The Rangers’ 2005 first-round draft choice who played 892 games on the blue line over 13 years while wearing the Blueshirt is rejoining the franchise as a development coach, The Post has leaned from industry sources.

The appointment to this position coincides with Staal’s retirement at age 37 after playing last season for the Flyers following one season with Florida and two with the Red Wings following his trade to Detroit prior to the 2020-21 season.

Staal will work with defensemen in Hartford and throughout the organization in his new role. He is filling the spot that vacated early last year when Paul Mara became an assistant coach with the AHL Wolf Pack. The development staff also includes director Jed Ortmeyer, assistant director Tanner Glass and Antti Miettinen.

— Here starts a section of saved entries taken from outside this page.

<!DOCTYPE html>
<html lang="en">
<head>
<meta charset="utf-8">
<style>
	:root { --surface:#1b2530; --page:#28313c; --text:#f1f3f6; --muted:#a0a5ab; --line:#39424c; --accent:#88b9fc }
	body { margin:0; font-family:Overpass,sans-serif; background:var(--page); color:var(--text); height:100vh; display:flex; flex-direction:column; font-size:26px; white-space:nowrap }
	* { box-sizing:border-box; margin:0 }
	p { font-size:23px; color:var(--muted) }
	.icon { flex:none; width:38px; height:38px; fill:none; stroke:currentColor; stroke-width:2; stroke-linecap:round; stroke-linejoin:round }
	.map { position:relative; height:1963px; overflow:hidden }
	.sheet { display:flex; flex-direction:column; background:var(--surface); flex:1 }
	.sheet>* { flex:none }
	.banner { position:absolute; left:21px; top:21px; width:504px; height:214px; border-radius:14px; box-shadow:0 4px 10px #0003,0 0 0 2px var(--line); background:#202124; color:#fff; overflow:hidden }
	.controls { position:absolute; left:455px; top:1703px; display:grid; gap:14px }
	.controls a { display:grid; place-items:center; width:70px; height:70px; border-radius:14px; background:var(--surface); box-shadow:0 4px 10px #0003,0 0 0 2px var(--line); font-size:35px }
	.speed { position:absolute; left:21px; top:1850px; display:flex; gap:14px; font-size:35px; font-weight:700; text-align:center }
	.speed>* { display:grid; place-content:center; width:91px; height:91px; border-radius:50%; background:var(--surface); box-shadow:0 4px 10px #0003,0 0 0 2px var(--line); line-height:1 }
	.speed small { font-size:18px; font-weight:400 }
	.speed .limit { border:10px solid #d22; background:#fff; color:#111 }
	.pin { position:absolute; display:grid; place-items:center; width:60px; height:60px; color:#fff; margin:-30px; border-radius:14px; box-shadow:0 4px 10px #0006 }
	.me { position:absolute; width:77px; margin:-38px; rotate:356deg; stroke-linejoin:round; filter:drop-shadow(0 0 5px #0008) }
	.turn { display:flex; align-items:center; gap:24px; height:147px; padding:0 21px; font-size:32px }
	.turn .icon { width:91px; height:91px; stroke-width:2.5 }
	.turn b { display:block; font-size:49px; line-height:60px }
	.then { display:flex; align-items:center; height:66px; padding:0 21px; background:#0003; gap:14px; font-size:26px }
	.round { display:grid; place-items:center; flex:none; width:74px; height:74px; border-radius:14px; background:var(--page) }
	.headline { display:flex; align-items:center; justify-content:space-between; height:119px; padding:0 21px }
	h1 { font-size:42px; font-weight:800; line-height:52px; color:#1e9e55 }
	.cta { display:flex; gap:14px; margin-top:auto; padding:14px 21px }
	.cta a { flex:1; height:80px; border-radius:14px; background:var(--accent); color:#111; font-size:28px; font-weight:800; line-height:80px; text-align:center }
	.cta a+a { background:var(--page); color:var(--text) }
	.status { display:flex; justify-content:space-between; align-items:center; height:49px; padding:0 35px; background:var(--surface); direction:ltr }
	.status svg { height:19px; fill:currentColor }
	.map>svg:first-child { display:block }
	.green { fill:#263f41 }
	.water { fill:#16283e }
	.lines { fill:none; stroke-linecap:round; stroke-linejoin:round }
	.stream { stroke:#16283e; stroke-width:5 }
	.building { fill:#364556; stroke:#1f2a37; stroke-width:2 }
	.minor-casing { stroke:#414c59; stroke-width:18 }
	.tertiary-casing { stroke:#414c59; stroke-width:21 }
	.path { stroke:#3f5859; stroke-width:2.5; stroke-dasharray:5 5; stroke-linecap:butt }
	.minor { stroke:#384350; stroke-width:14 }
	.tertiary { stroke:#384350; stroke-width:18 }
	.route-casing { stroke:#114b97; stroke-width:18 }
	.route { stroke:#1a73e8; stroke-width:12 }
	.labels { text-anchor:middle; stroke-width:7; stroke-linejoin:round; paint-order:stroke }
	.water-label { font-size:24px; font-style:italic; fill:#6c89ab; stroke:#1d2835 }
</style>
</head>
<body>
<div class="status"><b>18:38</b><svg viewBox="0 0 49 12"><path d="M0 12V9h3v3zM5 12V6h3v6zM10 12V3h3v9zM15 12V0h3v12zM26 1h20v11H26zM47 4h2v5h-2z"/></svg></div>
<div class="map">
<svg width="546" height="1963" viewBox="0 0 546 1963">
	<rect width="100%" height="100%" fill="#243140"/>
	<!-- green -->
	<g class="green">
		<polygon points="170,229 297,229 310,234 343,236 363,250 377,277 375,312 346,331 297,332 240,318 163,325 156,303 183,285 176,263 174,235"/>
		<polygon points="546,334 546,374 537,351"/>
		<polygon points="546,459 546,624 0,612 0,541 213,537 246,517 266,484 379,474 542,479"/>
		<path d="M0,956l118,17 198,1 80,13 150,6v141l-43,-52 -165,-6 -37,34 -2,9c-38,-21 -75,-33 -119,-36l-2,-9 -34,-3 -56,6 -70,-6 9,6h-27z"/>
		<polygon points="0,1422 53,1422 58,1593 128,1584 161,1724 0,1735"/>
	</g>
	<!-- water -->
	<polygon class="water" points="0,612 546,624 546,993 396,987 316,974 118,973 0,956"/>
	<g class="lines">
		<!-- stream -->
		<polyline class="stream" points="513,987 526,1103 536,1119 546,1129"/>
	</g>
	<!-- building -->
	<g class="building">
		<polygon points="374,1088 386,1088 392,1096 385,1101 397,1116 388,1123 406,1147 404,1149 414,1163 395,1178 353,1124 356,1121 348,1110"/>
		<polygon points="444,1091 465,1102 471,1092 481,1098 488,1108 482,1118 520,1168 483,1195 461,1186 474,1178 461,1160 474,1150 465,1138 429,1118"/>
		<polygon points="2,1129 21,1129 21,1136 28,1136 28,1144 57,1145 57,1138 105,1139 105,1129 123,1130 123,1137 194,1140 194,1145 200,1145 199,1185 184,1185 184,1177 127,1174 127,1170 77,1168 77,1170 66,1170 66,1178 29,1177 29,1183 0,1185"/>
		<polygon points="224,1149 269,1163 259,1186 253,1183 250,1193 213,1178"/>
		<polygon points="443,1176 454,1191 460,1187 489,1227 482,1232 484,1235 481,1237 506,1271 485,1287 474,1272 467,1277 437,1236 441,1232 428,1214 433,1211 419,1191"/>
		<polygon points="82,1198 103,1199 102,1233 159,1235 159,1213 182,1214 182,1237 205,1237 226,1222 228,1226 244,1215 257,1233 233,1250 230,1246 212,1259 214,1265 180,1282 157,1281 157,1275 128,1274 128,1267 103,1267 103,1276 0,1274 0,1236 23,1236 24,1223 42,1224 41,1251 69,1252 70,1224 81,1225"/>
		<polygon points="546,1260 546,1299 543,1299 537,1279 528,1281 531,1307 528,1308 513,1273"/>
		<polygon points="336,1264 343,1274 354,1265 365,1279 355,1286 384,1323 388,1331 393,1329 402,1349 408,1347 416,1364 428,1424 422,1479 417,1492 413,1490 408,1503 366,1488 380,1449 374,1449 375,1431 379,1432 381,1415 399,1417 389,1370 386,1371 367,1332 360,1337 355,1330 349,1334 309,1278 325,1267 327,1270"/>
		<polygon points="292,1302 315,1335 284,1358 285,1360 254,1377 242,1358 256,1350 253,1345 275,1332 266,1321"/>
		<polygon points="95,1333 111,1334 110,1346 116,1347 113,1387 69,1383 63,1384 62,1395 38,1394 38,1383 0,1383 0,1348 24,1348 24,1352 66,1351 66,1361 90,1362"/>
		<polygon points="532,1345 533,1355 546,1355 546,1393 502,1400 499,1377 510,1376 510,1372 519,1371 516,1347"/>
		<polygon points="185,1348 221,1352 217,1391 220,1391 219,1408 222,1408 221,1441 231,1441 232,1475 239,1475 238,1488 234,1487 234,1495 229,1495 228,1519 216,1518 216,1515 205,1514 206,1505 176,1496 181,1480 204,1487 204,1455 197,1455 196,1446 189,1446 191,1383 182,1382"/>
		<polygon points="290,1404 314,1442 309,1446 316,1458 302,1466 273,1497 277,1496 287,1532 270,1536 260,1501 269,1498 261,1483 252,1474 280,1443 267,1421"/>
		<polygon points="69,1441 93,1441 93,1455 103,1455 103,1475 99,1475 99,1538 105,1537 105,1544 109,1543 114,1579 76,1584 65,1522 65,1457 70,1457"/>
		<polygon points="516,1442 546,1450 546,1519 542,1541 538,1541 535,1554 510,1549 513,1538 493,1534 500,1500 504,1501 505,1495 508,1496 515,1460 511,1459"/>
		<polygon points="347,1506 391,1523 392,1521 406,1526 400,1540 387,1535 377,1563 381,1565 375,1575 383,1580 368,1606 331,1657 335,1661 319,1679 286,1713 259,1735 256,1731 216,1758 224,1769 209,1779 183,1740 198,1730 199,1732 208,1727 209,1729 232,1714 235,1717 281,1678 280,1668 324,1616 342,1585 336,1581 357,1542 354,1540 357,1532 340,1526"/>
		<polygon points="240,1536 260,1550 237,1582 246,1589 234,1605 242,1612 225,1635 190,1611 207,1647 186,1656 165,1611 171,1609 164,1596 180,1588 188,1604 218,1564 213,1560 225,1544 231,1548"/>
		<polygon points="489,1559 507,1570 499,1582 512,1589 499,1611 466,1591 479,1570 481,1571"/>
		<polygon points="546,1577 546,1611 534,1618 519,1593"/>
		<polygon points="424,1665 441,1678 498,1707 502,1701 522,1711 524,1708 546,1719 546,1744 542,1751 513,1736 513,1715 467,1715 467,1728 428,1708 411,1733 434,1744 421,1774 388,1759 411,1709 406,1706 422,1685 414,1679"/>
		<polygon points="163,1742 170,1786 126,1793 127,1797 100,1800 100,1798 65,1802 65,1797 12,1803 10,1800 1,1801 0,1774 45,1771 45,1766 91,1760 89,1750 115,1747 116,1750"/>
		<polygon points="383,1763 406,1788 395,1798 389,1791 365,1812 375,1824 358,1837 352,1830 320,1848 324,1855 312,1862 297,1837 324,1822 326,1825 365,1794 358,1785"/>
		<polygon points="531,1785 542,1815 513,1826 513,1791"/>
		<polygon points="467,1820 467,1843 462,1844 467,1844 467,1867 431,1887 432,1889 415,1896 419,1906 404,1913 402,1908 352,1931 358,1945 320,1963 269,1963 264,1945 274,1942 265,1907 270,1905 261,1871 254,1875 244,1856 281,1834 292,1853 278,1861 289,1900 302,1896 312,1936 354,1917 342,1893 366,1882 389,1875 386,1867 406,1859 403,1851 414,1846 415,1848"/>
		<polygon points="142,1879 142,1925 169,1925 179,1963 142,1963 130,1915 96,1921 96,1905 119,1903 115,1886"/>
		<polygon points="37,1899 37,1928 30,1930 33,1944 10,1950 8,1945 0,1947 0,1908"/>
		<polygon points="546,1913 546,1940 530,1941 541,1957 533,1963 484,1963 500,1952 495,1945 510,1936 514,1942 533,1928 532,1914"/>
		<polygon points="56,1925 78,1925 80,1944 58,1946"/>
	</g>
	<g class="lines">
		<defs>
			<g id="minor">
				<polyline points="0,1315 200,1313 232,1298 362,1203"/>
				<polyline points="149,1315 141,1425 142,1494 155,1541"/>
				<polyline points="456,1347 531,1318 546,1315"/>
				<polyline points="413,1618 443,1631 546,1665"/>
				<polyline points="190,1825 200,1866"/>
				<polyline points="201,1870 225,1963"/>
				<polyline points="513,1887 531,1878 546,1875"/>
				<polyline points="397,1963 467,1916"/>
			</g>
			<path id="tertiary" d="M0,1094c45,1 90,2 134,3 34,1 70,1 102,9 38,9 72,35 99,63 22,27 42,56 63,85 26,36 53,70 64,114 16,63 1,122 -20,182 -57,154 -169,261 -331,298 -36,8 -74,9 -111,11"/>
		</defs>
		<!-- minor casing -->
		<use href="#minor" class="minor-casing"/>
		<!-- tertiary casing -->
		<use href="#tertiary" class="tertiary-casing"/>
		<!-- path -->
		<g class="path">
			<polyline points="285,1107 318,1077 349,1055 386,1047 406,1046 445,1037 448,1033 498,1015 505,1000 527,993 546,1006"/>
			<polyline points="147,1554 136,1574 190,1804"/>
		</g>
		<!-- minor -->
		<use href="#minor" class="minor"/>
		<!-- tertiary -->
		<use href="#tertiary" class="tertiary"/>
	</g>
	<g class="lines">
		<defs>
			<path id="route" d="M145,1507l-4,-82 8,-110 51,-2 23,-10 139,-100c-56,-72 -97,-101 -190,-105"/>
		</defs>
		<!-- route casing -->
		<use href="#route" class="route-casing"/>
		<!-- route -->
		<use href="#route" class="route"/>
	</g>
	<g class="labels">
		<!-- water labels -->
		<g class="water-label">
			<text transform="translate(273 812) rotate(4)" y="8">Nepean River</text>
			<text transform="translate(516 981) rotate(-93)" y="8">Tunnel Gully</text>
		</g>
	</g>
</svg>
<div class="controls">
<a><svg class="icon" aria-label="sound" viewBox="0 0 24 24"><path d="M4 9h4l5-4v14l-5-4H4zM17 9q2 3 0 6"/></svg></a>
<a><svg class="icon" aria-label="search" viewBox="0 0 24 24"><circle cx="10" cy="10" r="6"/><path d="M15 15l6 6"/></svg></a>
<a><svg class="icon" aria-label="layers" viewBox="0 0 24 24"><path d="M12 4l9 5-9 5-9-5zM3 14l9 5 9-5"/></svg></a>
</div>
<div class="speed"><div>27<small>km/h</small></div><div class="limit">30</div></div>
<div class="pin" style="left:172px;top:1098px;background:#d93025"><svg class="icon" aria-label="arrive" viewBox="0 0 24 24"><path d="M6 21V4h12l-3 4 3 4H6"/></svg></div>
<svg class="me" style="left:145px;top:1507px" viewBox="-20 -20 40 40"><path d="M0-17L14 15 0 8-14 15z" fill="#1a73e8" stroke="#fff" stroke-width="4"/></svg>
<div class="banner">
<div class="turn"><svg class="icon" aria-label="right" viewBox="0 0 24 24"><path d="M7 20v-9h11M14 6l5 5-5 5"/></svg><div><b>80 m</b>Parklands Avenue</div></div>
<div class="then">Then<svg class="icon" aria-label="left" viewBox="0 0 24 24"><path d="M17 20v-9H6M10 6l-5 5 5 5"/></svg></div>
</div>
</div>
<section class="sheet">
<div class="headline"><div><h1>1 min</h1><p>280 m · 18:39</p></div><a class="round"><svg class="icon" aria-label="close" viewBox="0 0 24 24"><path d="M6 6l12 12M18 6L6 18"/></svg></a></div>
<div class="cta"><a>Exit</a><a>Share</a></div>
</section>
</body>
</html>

Staal, who encountered and overcame multiple concussions while playing the last 11 seasons without vision in his right eye after being struck by a puck in 2012-13, leaves the NHL after 1,136 career games in which he recorded 53 goals and 181 assists for 234 points.

No. 18 is sixth in games played in franchise history, fourth among defensemen behind Harry Howell, Brian Leetch and Ron Greschner. Staal is fourth on the all-time franchise list for games played in the playoffs with 107, trailing Henrik Lundqvist, Chris Kreider and Dan Girardi.

He racked up that many games despite a series of head injuries, the most notable of which he sustained on a high hit on the boards from his brother, Eric, in Carolina on Feb. 22, 2011 in one of the most shocking incidents in memory.

Marc Staal muddied through the remainder of that season, playing with post-concussion symptoms that became worse over the summer. The defenseman did not participate in the 2011 training camp and was sidelined for the first 36 games of 2011-12 before making his season debut in the Winter Classic in Philadelphia on Jan. 2.

The Rangers moved up from 16 to 12 to draft Staal after sending Alex Bourret to the Thrashers to induce the flip of picks. Staal suffered another calamity when struck in the right eye by Jakob Voracek’s deflection of a Kimmo Timonen slap shot at the Garden on Mar. 5, 2013.

The defenseman, who immediately put on a visor after the mishap, missed the remainder of the regular season before returning for one game in the playoffs. Staal, though, never missed another game because of his eye or vision.